The majority of sequencing reads (76%) were distributed within 10 different clonal groups (ST2, ST5, ST14, ST59, ST73, ST87, ST130, ST215, ST218 and ST225). A subset of reads (5%) was assigned to other clonal groups while the rest of the reads either mapped to S. epidermidis sequences in the database with no known ST (Unclassified, 5%) or did not map to any sequences in the constructed reference database containing all presently available genome sequenced isolates of S. epidermidis (Novel, 13%).

We assessed the beta-diversity between the primary samples using a PCA which showed a high level of beta-diversity across all samples but also that the nose and skin had overlapping populations of S. epidermidis, see Supplementary Fig. 3. Importantly, pairwise clustering of technical duplicates of primary samples was observed, depicting the reproducibility of the Epidome methodology (Fig. 3b).
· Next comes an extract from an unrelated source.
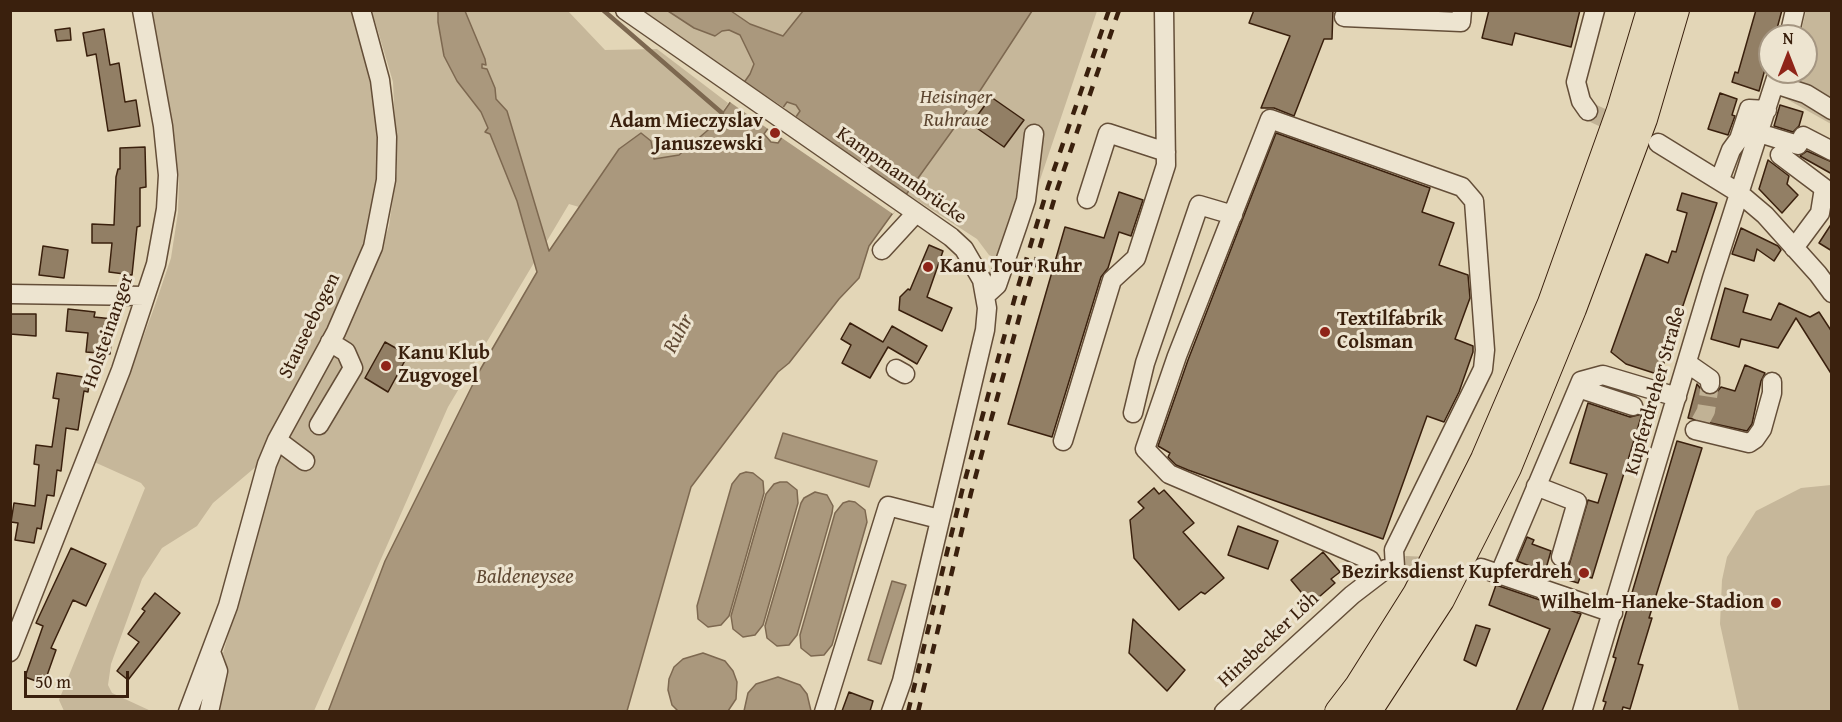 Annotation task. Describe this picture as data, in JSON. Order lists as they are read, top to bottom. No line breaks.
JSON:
{"streets":{"street":["Kampmannbrücke","Stauseebogen","Holsteinanger","Kupferdreher Straße","Hinsbecker Löh"]},"water":["Ruhr","Baldeneysee"],"parks":["Heisinger Ruhraue"],"places":["Adam Mieczyslav Januszewski","Kanu Tour Ruhr","Textilfabrik Colsman","Kanu Klub Zugvogel","Bezirksdienst Kupferdreh","Wilhelm-Haneke-Stadion"],"scale_bar":"50 m","north":"top"} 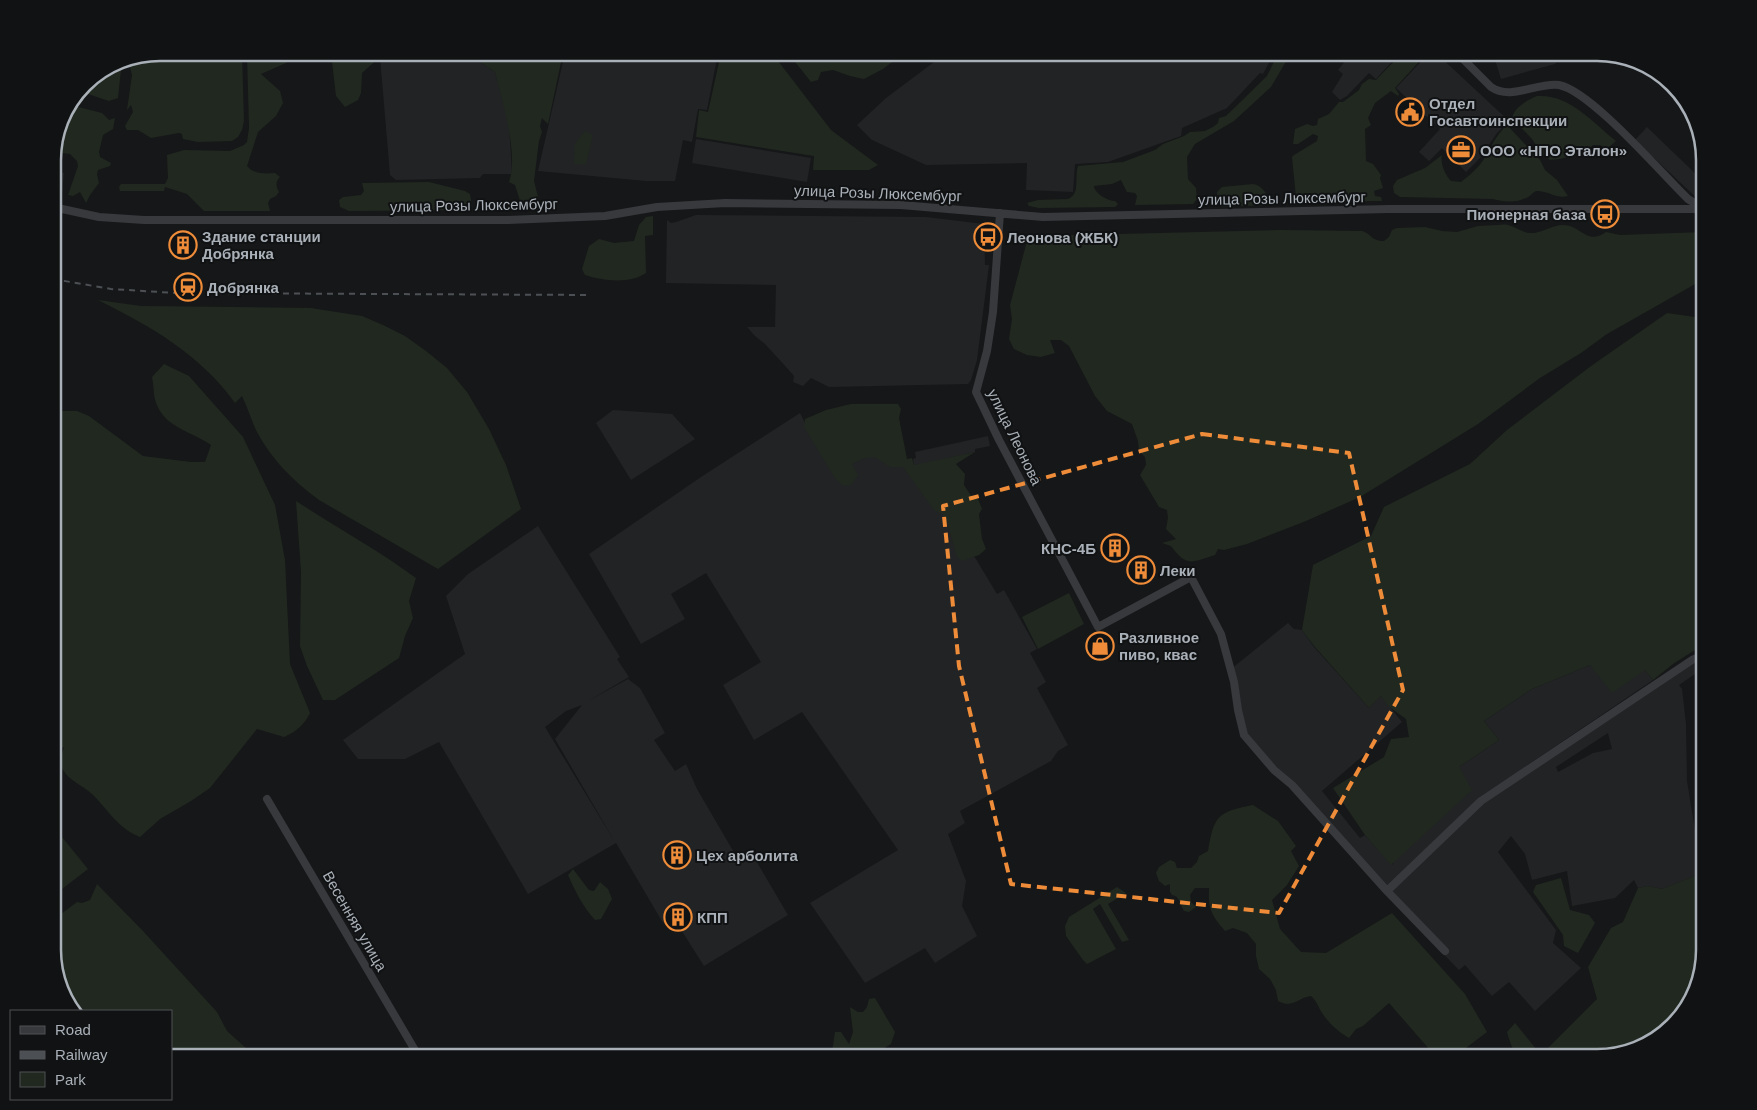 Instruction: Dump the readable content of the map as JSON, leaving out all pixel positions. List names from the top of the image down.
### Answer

Absolute abundance of S. epidermidis assessed by qPCR

To extend the insights that compositional data generated by amplicon sequencing provides, we developed a complementing qPCR approach to measure absolute abundance. In the designed qPCR setup, we used the g216 target gene as a basis for which we successfully designed an MGB probe for qPCR detection and quantification of mixed S. epidermidis populations. Our analyses on serial 10-fold dilutions of g216 amplicons revealed an R2 of 0.99 across seven log10 dilutions with an efficiency of 70% and a limit of detection of < 10 copies/μL. Despite the low efficiency, the technical replicates showed excellent reproducibility (Supplementary Table 2). The qPCR was applied to our 22 primary samples in technical triplicates. S. epidermidis was detected in all but two samples with quantities per sample ranging from 2 to 962 copies/μL (Fig. 3a). Nasal samples generally exhibited a higher quantity of S. epidermidis than skin samples. Non-template controls were negative by qPCR. For samples with low absolute abundance, a higher degree of variation in the technical replicates was observed.

Discussion

We designed and validated a novel two-step method for identification and quantification of S. epidermidis from primary samples using targeted amplicon sequencing and qPCR.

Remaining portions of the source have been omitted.